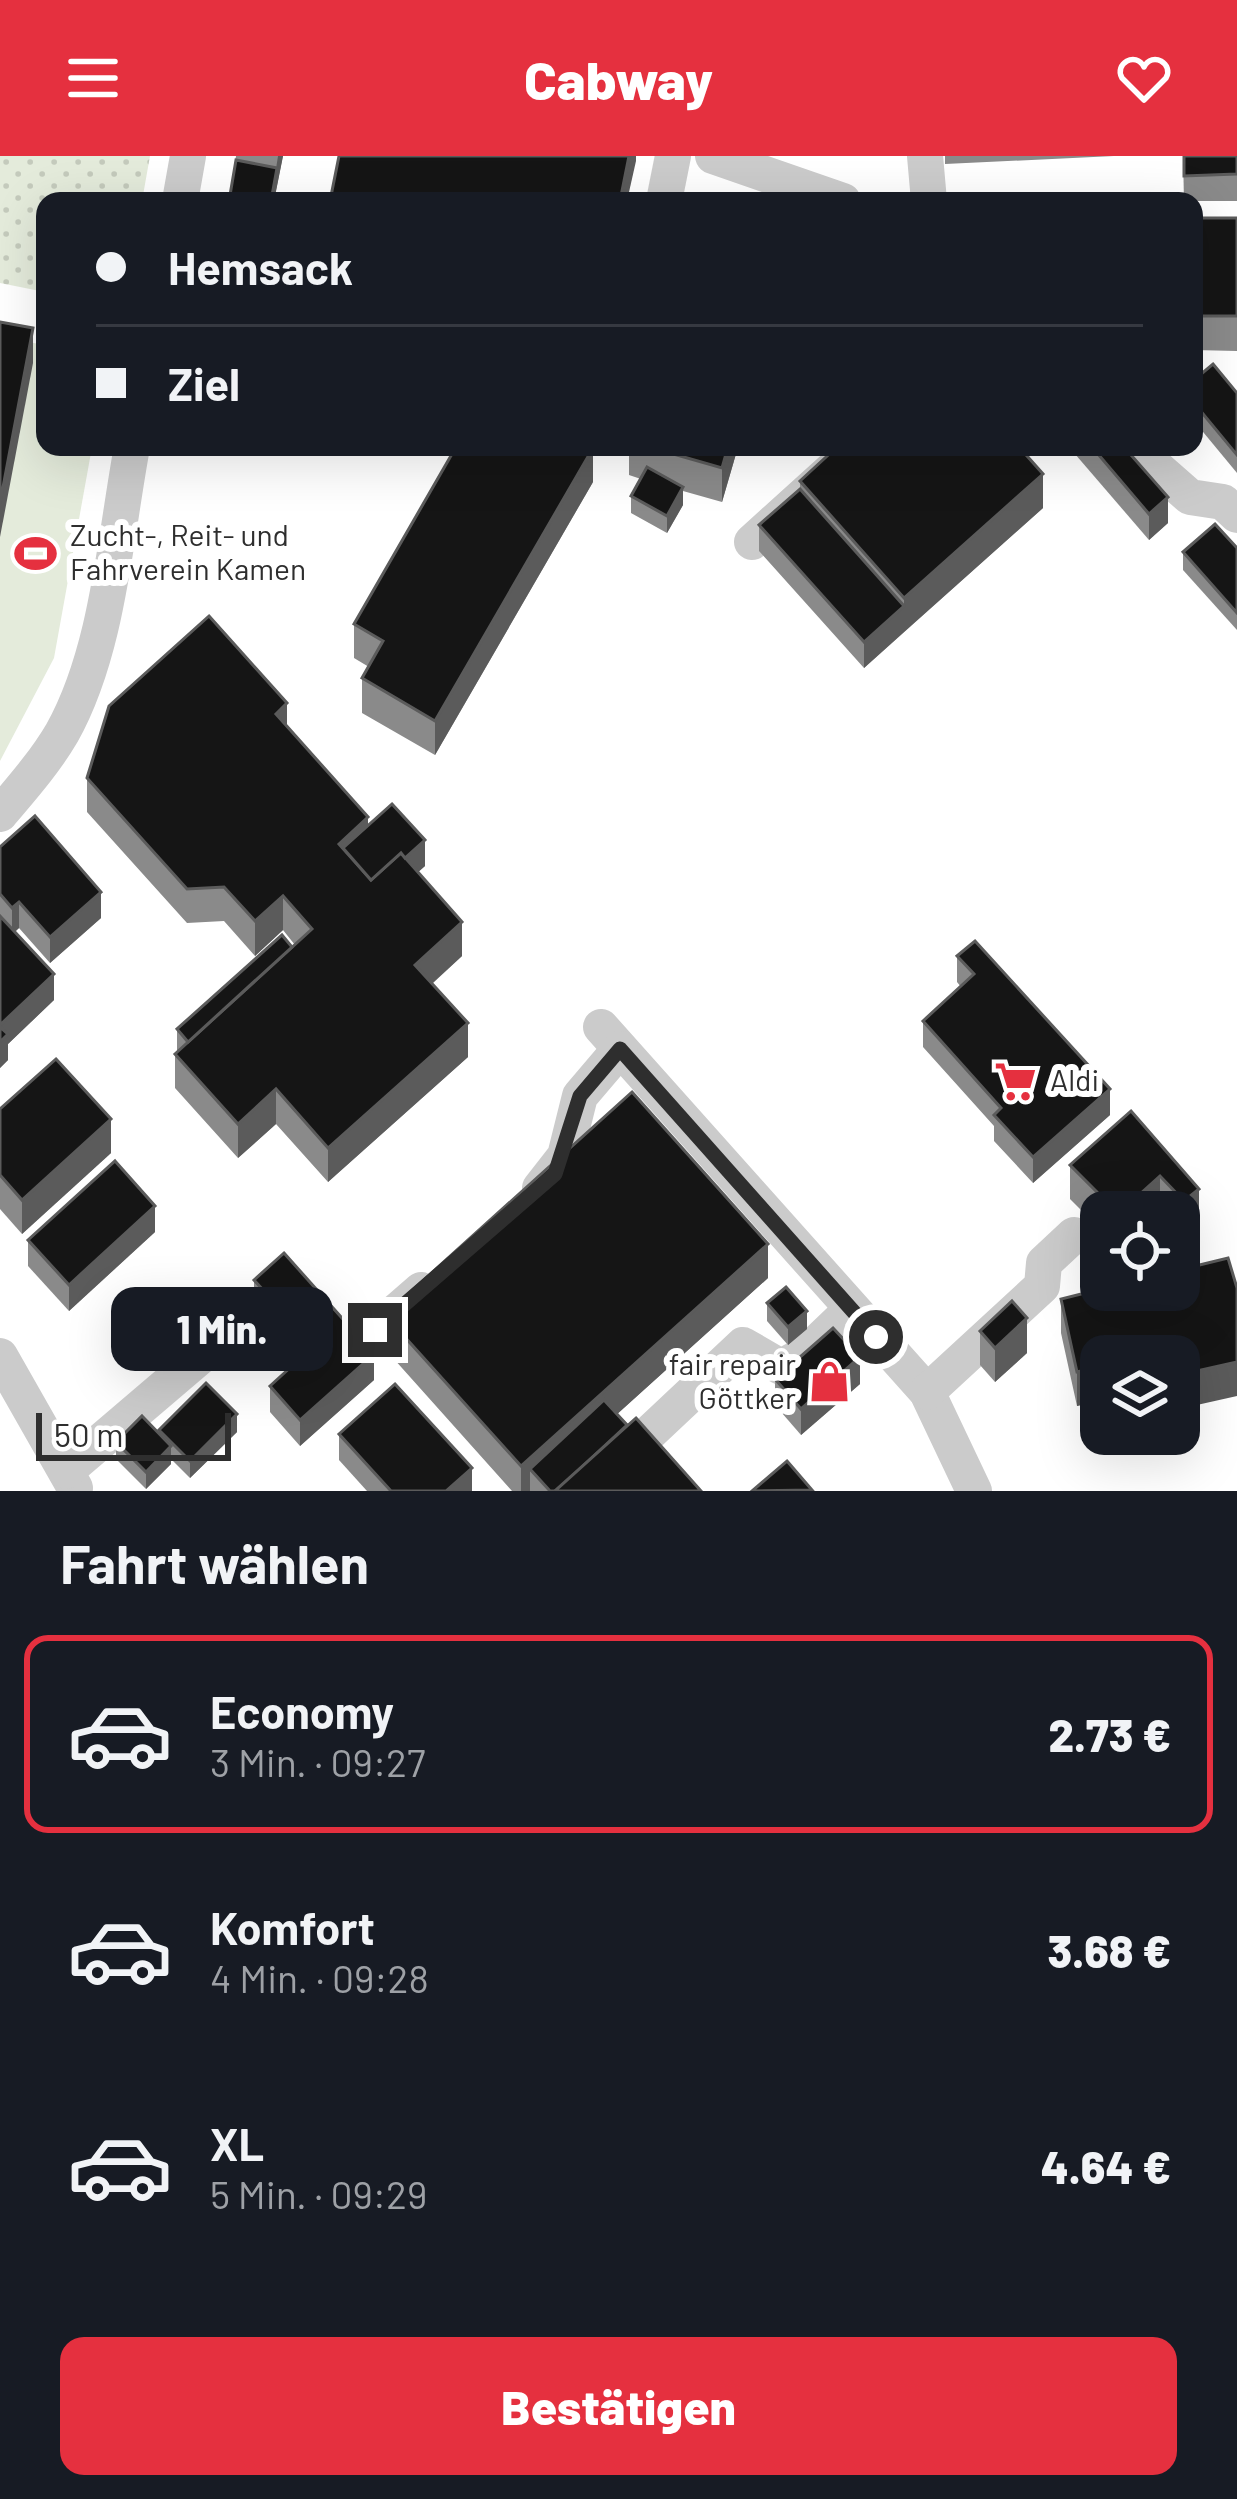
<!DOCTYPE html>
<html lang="de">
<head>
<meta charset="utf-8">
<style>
	body { margin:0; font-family:Barlow,sans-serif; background:#242831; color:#f1f3f6; height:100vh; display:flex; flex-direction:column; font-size:45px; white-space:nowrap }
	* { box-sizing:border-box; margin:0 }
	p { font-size:39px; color:#9ea1a6 }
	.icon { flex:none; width:66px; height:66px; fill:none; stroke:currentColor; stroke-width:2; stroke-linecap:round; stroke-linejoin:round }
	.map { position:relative; height:1335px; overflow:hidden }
	.side { display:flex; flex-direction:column; background:#171b24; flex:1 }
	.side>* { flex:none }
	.banner { position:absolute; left:36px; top:36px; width:1167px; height:264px; border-radius:24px; box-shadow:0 12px 48px #0002; display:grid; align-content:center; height:264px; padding:0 60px; background:#171b24 }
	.fabs { position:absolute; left:1080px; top:1035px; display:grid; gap:24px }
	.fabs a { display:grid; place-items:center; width:120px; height:120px; border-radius:24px; background:#171b24; box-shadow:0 12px 48px #0002; font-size:60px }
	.scale { position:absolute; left:36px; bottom:30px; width:195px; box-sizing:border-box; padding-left:12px; border:6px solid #2e2e2e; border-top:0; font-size:33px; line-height:42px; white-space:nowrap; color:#2e2e2e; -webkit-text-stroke:9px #fff; paint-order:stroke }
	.end { position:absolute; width:54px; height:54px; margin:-27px; border:15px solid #2e2e2e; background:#fff; box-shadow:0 0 0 6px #fff }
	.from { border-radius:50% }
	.bubble { position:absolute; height:84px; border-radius:24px; background:#171b24; box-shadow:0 12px 48px #0002; font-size:39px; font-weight:800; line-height:84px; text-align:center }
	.banner b { display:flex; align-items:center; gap:42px; height:114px; font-size:45px }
	.banner b+b { border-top:3px solid #363941 }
	.banner i { width:30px; height:30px; background:#f1f3f6 }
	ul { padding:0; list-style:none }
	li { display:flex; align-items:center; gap:36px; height:198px; margin:0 24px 18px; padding:0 36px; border:6px solid transparent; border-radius:24px }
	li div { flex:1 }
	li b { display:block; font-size:45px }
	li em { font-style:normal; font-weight:800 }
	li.selected { border-color:#e5303f }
	li>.icon { width:108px; height:108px; stroke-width:1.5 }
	h2 { padding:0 60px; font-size:54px; line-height:144px }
	.button { display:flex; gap:24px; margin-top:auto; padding:24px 60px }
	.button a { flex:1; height:138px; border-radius:24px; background:#e5303f; color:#fff; font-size:48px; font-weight:800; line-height:138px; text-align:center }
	header { display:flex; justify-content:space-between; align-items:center; height:156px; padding:0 60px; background:#e5303f; color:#fff; font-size:54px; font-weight:800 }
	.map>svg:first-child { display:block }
	.grass { fill:url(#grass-dots) }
	.park { fill:#e4ebdb }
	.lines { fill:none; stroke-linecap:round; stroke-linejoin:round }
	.minor { stroke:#cbcbcb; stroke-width:36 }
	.wall { fill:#8a8a8a }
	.shaded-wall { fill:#5b5b5b }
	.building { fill:#151515; stroke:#5b5b5b; stroke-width:3 }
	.route { stroke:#2e2e2e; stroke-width:15 }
	.labels { text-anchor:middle; stroke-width:12; stroke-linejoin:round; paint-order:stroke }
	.poi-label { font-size:30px; fill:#2e2e2e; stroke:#fff; text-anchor:start }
</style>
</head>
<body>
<header><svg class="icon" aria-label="menu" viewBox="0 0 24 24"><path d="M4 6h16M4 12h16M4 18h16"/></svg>Cabway<svg class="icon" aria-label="heart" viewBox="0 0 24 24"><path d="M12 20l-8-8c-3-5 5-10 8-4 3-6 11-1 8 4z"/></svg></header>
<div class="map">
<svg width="1237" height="1335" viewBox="0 0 1237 1335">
	<defs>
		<pattern id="grass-dots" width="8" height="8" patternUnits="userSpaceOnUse" patternTransform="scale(3)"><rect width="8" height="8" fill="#e4ebdb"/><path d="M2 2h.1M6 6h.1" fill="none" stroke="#c4cabc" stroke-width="1.8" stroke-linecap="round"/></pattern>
	</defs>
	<rect width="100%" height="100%" fill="#fff"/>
	<polygon class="grass" points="0,0 150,0 142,45 45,45 45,136 0,127"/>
	<polygon class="park" points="0,181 45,189 45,291 92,291 54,502 0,605"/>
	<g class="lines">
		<g class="minor">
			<polyline points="713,0 843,45"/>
			<polyline points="925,0 929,45"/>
			<polyline points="180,45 188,0"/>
			<polyline points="664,45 673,0"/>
			<polyline points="1133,291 1190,341 1223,346 1237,359"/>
			<polyline points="752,386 857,291"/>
			<path d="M 0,658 C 22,632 45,606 62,577 C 108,495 115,382 132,291"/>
			<polyline points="601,871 927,1236 974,1335"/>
			<polyline points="540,1032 565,1000 580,940 620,893"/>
			<polyline points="375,1174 421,1134"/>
			<polyline points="0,1200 75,1332"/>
			<polyline points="927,1236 1042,1130 1044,1107 1074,1079"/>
			<polyline points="643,1283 743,1189 781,1211 805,1198 851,1154"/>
			<polyline points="66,1315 202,1199"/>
		</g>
	</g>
	<g class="wall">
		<polygon points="236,0 283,0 274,45 229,45"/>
		<polygon points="945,0 1114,0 945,8"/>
		<polygon points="1183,0 1237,0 1237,45 1184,45"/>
		<polygon points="1194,62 1237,62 1237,195 1194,194"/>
		<polygon points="1194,224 1237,237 1237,317 1194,265"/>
		<polygon points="215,291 235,291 229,300"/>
		<polygon points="629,291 738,291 722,346 683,335 683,349 667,377 631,357 631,340 641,323 629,319"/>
		<polygon points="1069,291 1124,291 1168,367 1149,384"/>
		<polygon points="800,325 1043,352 864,512 759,395 759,369 800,333"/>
		<polygon points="593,326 435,599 362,557 362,522 369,511 354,502 354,468"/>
		<polygon points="1237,392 1237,474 1183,414 1183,396"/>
		<polygon points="287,571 368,670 425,710 418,716 462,800 432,828 468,901 328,1026 276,968 238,1002 175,932 175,898 177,895 177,873 295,789 283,774 255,800 224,765 187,767 87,656 87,622"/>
		<polygon points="0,691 101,762 50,807 19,772 15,776 54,844 8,888 8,904 0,912"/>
		<polygon points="957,800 1110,959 1033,1027 994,985 994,970 923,891 923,865 961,831 957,826"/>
		<polygon points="0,953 111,997 22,1078 0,1053"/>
		<polygon points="1131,955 1199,1067 1184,1079 1179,1074 1179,1056 1160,1054 1158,1056 1101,1056 1101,1074 1070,1043 1070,1009"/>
		<polygon points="155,1076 69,1155 28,1110 28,1084"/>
		<polygon points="768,1122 617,1258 701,1335 512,1335 385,1193 385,1159"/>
		<polygon points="254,1124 374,1224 300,1290 270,1256 270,1230 301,1202 254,1150"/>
		<polygon points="1179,1134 1179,1200 1101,1200 1101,1244 1077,1250 1061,1177 1061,1143"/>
		<polygon points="767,1147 807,1173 788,1189 767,1165"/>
		<polygon points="980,1175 1027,1197 995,1226 980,1209"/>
		<polygon points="775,1223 860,1228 801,1279 775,1249"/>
		<polygon points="159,1274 237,1276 190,1322 171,1303 171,1308 146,1333 116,1303 116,1286 159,1278"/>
		<polygon points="339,1278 472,1335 367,1335 339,1304"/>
	</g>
	<g class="shaded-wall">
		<polygon points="278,0 283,0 274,45 271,45"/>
		<polygon points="629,0 636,0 636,5 627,45 620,45"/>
		<polygon points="33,172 33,207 0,381 0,347"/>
		<polygon points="728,291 738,291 722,346 722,312"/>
		<polygon points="593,292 593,326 435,599 435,565"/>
		<polygon points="1043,318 1043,352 904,476 904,442"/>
		<polygon points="683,331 683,349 667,377 667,360"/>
		<polygon points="1168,341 1168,367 1149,384 1149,358"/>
		<polygon points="904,450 904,476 864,512 864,486"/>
		<polygon points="287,547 287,581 276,558"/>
		<polygon points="368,661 368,695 352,710 339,688"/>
		<polygon points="425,684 425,710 371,758 371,732"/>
		<polygon points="101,736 101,762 50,807 50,781"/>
		<polygon points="283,740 283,774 255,800 255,765"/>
		<polygon points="19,746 19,772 12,778 12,752"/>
		<polygon points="462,766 462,800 415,843 415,809"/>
		<polygon points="54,818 54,844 8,888 8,904 0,912 0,869"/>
		<polygon points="468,867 468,901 328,1026 328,992"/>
		<polygon points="276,933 276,968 238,1002 238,968"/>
		<polygon points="1110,933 1110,959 1033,1027 1033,1001"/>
		<polygon points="111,963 111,997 22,1078 22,1044"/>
		<polygon points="1160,1020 1160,1054 1158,1056 1120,1056"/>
		<polygon points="1199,1033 1199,1067 1184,1079 1184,1045"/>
		<polygon points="155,1050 155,1076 69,1155 69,1129"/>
		<polygon points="768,1088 768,1122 542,1326 530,1313 530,1335 521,1335 521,1310"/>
		<polygon points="807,1155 807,1173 788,1189 788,1171"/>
		<polygon points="1027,1162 1027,1197 995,1226 995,1192"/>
		<polygon points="374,1198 374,1224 300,1290 300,1264"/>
		<polygon points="860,1201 860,1228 801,1279 801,1253"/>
		<polygon points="1237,1206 1237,1240 1179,1253 1179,1219"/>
		<polygon points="1101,1210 1101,1244 1077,1250 1077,1216"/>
		<polygon points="237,1258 237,1276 190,1322 190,1305"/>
		<polygon points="171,1290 171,1308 146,1333 146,1316"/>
		<polygon points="472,1312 472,1335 446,1335"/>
	</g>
	<g class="building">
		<polygon points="339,0 629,0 620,45 330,45"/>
		<polygon points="1184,0 1237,0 1237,18 1184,20"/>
		<polygon points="236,4 277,12 271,45 229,45"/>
		<rect x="1194" y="62" width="43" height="98"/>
		<polygon points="0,166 33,172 0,347"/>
		<polygon points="1213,208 1237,237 1237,299 1194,247 1194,224"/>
		<polygon points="456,291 593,292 435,565 362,522 383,485 354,468"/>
		<polygon points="649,291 728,291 722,312"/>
		<polygon points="837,291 1019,291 1043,318 904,442 800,325"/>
		<polygon points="1092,291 1124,291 1168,341 1149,358"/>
		<polygon points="647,311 683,331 667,360 631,340"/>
		<polygon points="800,333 904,450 864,486 759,369"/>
		<polygon points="1215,368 1237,392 1237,457 1183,396"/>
		<polygon points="209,460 287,547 276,558 368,661 339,688 371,724 401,697 462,766 415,809 468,867 328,992 276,933 238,968 175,898 312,773 283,740 255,765 224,731 187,733 87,622 109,550"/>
		<polygon points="392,648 425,684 405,702 401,697 371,724 343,692"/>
		<polygon points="35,660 101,736 50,781 19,746 12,752 0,738 0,691"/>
		<polygon points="0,760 54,818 0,869"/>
		<polygon points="282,779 292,791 188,886 177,873"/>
		<polygon points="975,785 1110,933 1033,1001 994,959 1001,952 923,865 974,818 957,800"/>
		<polygon points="0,871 8,878 0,886"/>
		<polygon points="56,903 111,963 22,1044 0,1019 0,953"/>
		<polygon points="632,936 768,1088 521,1310 385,1159"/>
		<polygon points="1131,955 1199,1033 1184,1045 1160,1020 1120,1056 1117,1056 1070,1009"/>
		<polygon points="115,1005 155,1050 69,1129 28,1084"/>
		<polygon points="284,1097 374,1198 300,1264 270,1230 314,1190 254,1124"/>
		<polygon points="1228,1102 1237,1132 1237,1206 1179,1219 1179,1200 1152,1200 1151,1198 1143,1200 1101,1200 1101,1210 1077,1216 1061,1143 1101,1133 1179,1134 1179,1114"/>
		<polygon points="786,1131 807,1155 788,1171 767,1147"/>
		<polygon points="1012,1145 1027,1162 995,1192 980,1175"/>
		<polygon points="833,1172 860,1201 801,1253 775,1223"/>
		<polygon points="206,1227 237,1258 190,1305 159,1274"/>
		<polygon points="395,1228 472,1312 446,1335 391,1335 339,1278"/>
		<polygon points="604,1244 627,1269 556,1335 550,1335 530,1313"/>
		<polygon points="142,1260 171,1290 146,1316 116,1286"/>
		<polygon points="636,1262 701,1335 558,1335 556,1334"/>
		<polygon points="787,1305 812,1334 752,1335"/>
	</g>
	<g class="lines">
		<polyline class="route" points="375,1174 555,1018 580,940 620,893 876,1181"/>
	</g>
	<defs>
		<symbol id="stadium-bare" viewBox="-9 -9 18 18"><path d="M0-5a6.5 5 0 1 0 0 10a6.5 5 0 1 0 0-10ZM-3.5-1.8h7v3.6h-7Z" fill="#e5303f" stroke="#fff" stroke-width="2.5" paint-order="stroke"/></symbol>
		<symbol id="supermarket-bare" viewBox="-9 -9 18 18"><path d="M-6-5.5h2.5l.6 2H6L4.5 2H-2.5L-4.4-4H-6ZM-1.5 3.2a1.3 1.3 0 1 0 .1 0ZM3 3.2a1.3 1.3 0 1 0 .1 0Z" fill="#e5303f" stroke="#fff" stroke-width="2.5" paint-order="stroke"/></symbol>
		<symbol id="shop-bare" viewBox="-9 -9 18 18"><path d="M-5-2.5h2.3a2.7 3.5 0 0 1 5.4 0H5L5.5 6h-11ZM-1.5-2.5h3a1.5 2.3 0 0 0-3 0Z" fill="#e5303f" stroke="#fff" stroke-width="2.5" paint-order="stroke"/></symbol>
	</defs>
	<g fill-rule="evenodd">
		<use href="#stadium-bare" x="6" y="368" width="59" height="59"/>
		<use href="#supermarket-bare" x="986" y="896" width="59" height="59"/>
		<use href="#shop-bare" x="800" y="1196" width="59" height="59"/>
	</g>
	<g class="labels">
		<g class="poi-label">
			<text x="70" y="390">Zucht-, Reit- und<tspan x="70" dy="34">Fahrverein Kamen</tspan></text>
			<text x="1050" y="935">Aldi</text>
			<text x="796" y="1219" text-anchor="end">fair repair<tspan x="796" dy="34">Göttker</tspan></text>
		</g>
	</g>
</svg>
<div class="fabs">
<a><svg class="icon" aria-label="locate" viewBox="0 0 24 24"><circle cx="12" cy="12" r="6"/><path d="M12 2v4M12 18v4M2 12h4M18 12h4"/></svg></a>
<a><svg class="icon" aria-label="layers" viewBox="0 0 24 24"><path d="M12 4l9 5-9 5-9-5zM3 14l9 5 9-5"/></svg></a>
</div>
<div class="scale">50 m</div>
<i class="end from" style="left:876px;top:1181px"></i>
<i class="end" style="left:375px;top:1174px"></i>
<div class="bubble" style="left:111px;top:1131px;width:222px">1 Min.</div>
<div class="banner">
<b><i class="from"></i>Hemsack</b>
<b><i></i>Ziel</b>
</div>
</div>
<section class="side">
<h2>Fahrt wählen</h2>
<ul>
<li class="selected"><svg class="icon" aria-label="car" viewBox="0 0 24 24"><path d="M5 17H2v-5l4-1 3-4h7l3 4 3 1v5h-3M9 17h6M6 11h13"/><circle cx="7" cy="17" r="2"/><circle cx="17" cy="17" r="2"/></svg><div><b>Economy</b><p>3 Min. · 09:27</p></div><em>2.73 €</em></li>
<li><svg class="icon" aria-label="car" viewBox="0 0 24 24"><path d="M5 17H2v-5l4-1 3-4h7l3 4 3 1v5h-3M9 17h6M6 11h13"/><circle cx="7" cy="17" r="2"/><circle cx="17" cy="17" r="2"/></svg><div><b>Komfort</b><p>4 Min. · 09:28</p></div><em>3.68 €</em></li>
<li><svg class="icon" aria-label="car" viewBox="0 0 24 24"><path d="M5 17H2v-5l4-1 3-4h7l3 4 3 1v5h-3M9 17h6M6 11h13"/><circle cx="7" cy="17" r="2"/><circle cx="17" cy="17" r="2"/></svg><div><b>XL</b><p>5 Min. · 09:29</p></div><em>4.64 €</em></li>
</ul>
<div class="button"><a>Bestätigen</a></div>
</section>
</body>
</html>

##############################

- _Task objective_
Return each line of the data above that includes the word "sizing".

- _Solution_
	* { box-sizing:border-box; margin:0 }
	.scale { position:absolute; left:36px; bottom:30px; width:195px; box-sizing:border-box; padding-left:12px; border:6px solid #2e2e2e; border-top:0; font-size:33px; line-height:42px; white-space:nowrap; color:#2e2e2e; -webkit-text-stroke:9px #fff; paint-order:stroke }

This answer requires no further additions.